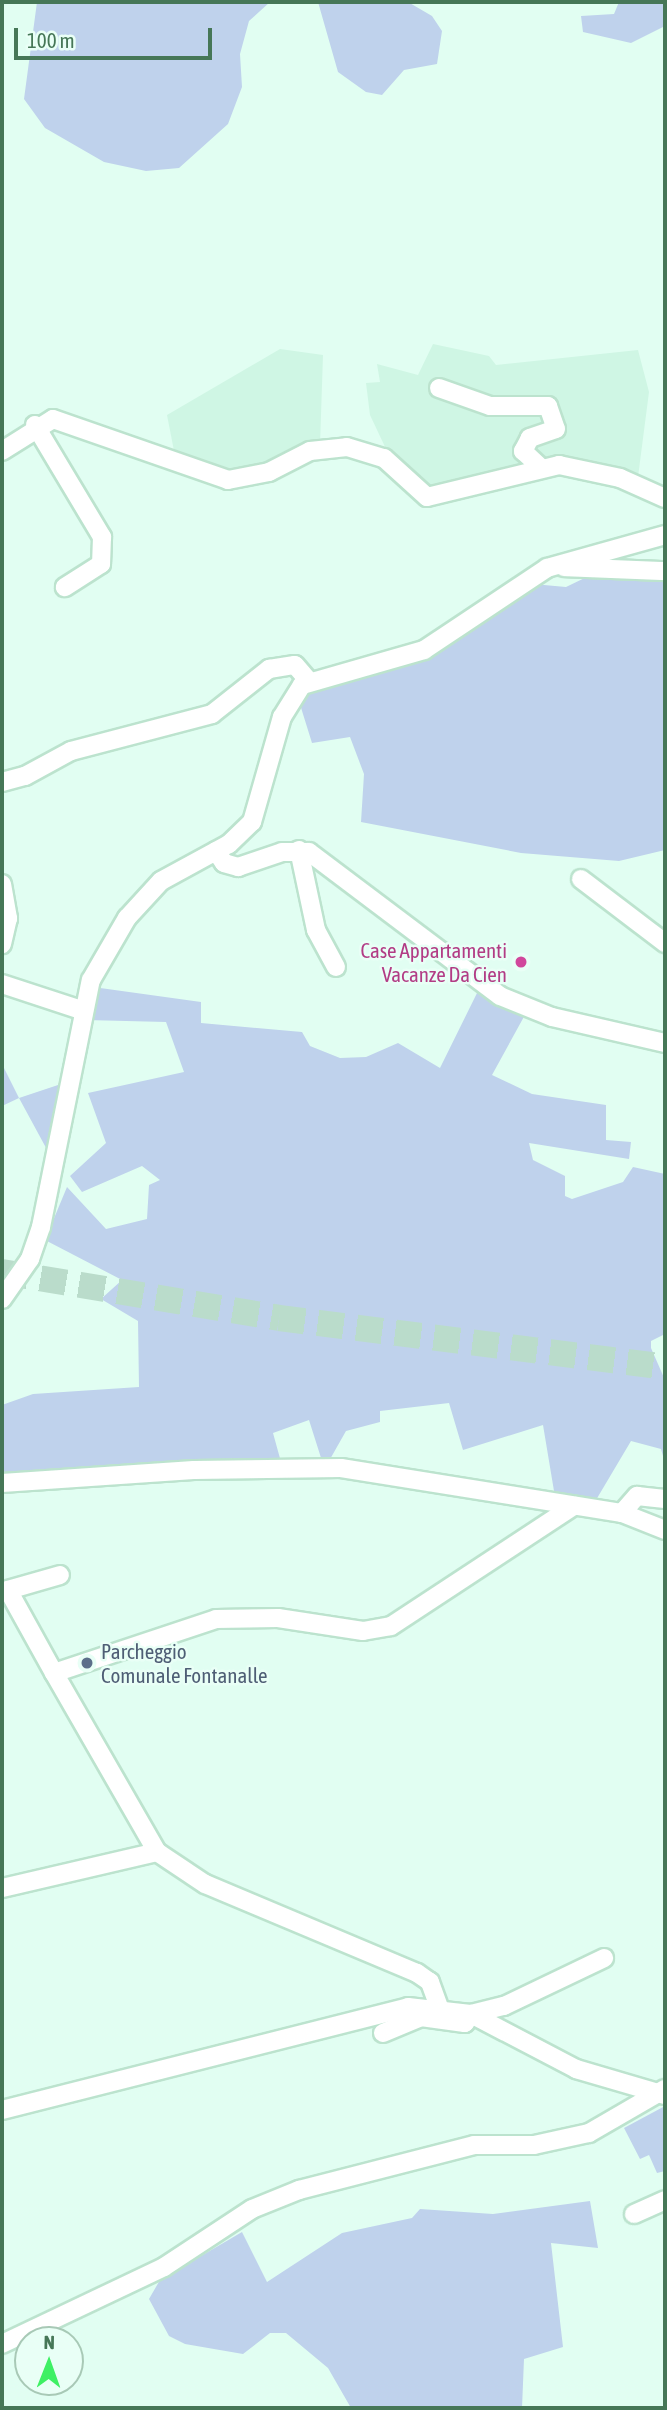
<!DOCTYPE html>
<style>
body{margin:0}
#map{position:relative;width:667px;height:2410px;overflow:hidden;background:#e1fef2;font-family:"Asap Condensed",sans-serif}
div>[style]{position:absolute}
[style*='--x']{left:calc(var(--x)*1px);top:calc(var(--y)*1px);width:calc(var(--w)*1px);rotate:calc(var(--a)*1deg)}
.residential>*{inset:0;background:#cff6e4}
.green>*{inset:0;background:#bfd2ec}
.highway-tunnel>*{height:26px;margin-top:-13px;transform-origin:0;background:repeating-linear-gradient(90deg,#badccb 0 26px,transparent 0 39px)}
.roads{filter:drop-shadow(2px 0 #bce3ce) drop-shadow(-2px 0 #bce3ce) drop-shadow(0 2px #bce3ce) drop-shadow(0 -2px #bce3ce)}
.minor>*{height:18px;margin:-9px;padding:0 9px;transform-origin:9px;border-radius:9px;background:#fff}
.dots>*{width:19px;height:19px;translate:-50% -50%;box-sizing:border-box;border:4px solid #e9fff6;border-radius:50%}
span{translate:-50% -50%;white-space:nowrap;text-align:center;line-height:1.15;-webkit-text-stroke:5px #e9fff6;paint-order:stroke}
.hotel-label{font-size:21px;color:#b23c85}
.right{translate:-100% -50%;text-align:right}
.service-label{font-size:21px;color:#4e5e75}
.left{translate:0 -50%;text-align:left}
.frame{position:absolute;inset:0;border:4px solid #467757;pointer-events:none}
.north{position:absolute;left:14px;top:2326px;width:70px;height:70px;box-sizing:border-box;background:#e9fff6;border:2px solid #a8c9b6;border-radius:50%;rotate:1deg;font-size:19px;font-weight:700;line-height:28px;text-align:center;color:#467757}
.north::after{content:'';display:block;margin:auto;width:24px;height:32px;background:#3ef064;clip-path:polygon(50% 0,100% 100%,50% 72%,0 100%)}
.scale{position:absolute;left:14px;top:28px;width:198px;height:32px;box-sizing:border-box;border:4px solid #467757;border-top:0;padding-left:9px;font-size:21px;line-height:24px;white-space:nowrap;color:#467757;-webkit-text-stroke:5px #e9fff6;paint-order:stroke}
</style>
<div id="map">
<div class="residential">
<div style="clip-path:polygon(433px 344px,489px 356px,496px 365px,638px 350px,649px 392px,638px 477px,545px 461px,435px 490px,423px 486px,386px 449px,370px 415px,366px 383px,380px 382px,377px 364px,418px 375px)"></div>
<div style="clip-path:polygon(280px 349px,323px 355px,320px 445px,229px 473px,175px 456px,167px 415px)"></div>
</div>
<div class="green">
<div style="clip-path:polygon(37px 2px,270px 2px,249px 21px,240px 54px,242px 87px,228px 124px,179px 168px,146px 171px,104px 162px,45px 128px,24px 99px)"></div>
<div style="clip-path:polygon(318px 2px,408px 2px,432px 16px,442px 31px,437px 64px,404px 70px,382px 95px,366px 92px,338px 72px)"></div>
<div style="clip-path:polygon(619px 2px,665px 2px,665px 26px,631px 43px,583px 32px,581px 16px,614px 14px)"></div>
<div style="clip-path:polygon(595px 573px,665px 577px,665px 850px,619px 861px,521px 853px,361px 822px,364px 774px,350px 737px,312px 743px,298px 698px,308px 689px,439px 651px,533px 584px,566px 587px)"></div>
<div style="clip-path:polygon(93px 987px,201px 1002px,201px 1023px,302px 1032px,310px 1046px,340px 1058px,366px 1057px,398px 1043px,440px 1068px,479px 989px,526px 1013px,492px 1075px,532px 1094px,606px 1105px,606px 1140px,631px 1142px,629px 1159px,529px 1143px,533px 1160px,565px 1176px,565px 1196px,572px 1199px,623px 1182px,633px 1167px,665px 1174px,665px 1334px,651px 1341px,651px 1348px,665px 1380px,665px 1463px,661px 1449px,631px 1441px,596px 1500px,554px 1491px,543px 1425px,463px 1450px,449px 1403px,380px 1411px,380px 1422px,346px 1431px,329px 1461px,322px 1461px,309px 1420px,273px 1433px,281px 1462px,2px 1476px,2px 1405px,33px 1394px,139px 1387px,138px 1321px,101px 1299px,122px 1280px,45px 1240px,67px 1187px,106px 1229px,147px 1219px,149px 1185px,160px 1180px,142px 1166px,82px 1192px,70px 1176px,106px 1143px,88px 1093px,184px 1072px,166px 1022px,86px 1020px)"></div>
<div style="clip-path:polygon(2px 1064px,19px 1098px,64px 1083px,51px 1157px,19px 1098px,2px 1106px)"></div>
<div style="clip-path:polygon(665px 2106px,665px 2171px,657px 2173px,649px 2155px,640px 2159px,624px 2128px)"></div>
<div style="clip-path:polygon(590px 2201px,598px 2248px,551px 2243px,563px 2347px,524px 2359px,522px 2408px,351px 2408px,328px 2368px,286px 2333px,270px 2333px,243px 2354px,185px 2344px,169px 2336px,149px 2299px,160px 2280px,242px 2232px,267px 2282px,342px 2233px,412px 2218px,420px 2209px,493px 2214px)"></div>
</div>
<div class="highway-tunnel">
<div style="--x:2;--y:1272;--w:281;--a:9.4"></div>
<div style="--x:279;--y:1318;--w:389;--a:7.2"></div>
</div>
<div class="roads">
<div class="minor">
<div style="--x:439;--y:388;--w:54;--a:19.4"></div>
<div style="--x:490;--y:406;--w:58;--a:0"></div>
<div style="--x:548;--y:406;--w:24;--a:71"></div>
<div style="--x:556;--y:429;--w:28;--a:161"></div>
<div style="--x:530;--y:438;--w:15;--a:118"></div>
<div style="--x:523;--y:451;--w:22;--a:43"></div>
<div style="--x:35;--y:425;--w:131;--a:59.1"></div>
<div style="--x:102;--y:537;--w:27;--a:92"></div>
<div style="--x:101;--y:564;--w:43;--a:147.4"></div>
<div style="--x:2;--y:451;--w:60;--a:-32.1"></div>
<div style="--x:53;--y:419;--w:185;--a:19.2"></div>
<div style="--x:228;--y:480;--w:42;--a:-11"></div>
<div style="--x:269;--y:472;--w:46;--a:-27.1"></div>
<div style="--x:310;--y:451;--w:37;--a:-6"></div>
<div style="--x:347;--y:447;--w:39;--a:17"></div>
<div style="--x:384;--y:458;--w:58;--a:42.2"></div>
<div style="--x:427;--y:497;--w:136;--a:-13.6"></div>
<div style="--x:559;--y:465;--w:62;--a:12"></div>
<div style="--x:620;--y:478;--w:49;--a:24"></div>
<div style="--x:564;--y:567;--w:101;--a:2.3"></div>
<div style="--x:2;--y:782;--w:24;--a:-15"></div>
<div style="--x:25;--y:776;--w:52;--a:-28.5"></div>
<div style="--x:71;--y:751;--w:146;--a:-14.7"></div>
<div style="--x:212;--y:714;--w:73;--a:-38.3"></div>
<div style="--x:269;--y:669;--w:26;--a:-9"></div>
<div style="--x:295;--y:665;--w:20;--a:49"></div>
<div style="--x:299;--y:850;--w:82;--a:78"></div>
<div style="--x:316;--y:930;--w:42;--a:61.6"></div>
<div style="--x:216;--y:851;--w:14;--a:56"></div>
<div style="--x:224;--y:863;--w:15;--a:16"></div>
<div style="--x:238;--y:867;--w:46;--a:-18.8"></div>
<div style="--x:282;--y:852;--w:27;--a:0"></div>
<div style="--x:309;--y:852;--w:239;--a:37"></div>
<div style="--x:500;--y:996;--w:56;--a:22"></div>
<div style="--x:552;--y:1017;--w:116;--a:13"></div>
<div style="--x:581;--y:879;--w:106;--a:37.3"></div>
<div style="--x:2;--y:884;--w:35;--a:80"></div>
<div style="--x:8;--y:918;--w:27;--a:103"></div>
<div style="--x:2;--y:984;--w:83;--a:18.2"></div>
<div style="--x:2;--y:1299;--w:49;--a:-55"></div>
<div style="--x:30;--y:1259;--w:34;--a:-71"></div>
<div style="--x:41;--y:1227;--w:252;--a:-78.6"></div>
<div style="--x:91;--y:980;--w:72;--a:-59.9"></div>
<div style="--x:127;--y:918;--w:50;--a:-47.4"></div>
<div style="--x:161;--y:881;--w:77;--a:-28.6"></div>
<div style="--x:229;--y:844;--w:32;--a:-44"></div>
<div style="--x:252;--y:822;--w:109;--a:-74.1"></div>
<div style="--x:282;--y:717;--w:38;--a:-58"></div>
<div style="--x:302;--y:685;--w:127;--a:-16"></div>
<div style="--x:424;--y:650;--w:148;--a:-33.7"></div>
<div style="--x:547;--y:568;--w:123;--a:-15.6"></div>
<div style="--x:2;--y:1483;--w:192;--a:-3.9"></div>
<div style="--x:194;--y:1470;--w:147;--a:-0.8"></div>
<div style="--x:341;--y:1468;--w:285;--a:9.1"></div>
<div style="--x:622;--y:1513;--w:46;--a:21.6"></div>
<div style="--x:622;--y:1513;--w:23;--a:-49"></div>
<div style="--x:637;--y:1496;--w:28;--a:6"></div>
<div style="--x:54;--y:1673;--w:95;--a:-119"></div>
<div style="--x:8;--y:1590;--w:54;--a:-16.1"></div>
<div style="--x:2;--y:1888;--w:159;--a:-13.1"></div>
<div style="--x:439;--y:2007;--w:27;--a:-110"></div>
<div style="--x:430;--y:1982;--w:16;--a:-145"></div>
<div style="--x:417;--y:1973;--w:230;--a:-157.2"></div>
<div style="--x:205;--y:1884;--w:58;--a:-146.3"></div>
<div style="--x:157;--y:1852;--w:207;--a:-119.9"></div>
<div style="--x:54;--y:1673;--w:171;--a:-18.4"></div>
<div style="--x:216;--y:1619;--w:62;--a:-0.9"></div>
<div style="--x:278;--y:1618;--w:86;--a:8.7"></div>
<div style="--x:363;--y:1631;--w:28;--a:-10"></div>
<div style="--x:391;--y:1626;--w:219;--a:-33.3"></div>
<div style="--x:383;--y:2033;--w:41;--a:-22.8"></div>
<div style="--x:421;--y:2017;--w:44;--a:7.8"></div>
<div style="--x:465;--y:2023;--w:11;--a:-56"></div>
<div style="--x:471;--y:2014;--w:34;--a:-14"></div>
<div style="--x:504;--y:2006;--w:111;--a:-25.6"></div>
<div style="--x:2;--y:2110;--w:419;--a:-14.2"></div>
<div style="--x:408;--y:2007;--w:63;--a:6.3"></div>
<div style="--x:471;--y:2014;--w:119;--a:27.6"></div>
<div style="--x:576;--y:2069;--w:93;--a:16.3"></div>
<div style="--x:634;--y:2214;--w:34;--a:-24"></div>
<div style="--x:2;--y:2344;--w:179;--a:-25.4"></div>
<div style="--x:164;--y:2267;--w:105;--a:-33.4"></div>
<div style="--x:252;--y:2209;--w:51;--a:-22"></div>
<div style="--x:299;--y:2190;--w:181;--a:-14.4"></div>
<div style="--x:474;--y:2145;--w:60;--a:0"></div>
<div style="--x:534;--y:2145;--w:56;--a:-12.3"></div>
<div style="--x:589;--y:2133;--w:88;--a:-30.1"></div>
</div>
</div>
<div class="dots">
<div style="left:521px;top:962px;background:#d1479c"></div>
<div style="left:87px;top:1663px;background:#5c6f8a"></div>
</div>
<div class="hotel-label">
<span class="right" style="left:507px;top:962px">Case Appartamenti<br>Vacanze Da Cien</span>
</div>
<div class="service-label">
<span class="left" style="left:101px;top:1663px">Parcheggio<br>Comunale Fontanalle</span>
</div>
<div class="frame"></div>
<div class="north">N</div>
<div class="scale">100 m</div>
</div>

★ ★ ★ ★ ★ ★ ★

## TASK GOAL
While leaving pictures out, reproduce exactly the lines from the beginning of the listing above through the line containing "0 #bce3ce) drop-shadow(-2px", both ends included.

## SOLUTION TO THIS TASK
<!DOCTYPE html>
<style>
body{margin:0}
#map{position:relative;width:667px;height:2410px;overflow:hidden;background:#e1fef2;font-family:"Asap Condensed",sans-serif}
div>[style]{position:absolute}
[style*='--x']{left:calc(var(--x)*1px);top:calc(var(--y)*1px);width:calc(var(--w)*1px);rotate:calc(var(--a)*1deg)}
.residential>*{inset:0;background:#cff6e4}
.green>*{inset:0;background:#bfd2ec}
.highway-tunnel>*{height:26px;margin-top:-13px;transform-origin:0;background:repeating-linear-gradient(90deg,#badccb 0 26px,transparent 0 39px)}
.roads{filter:drop-shadow(2px 0 #bce3ce) drop-shadow(-2px 0 #bce3ce) drop-shadow(0 2px #bce3ce) drop-shadow(0 -2px #bce3ce)}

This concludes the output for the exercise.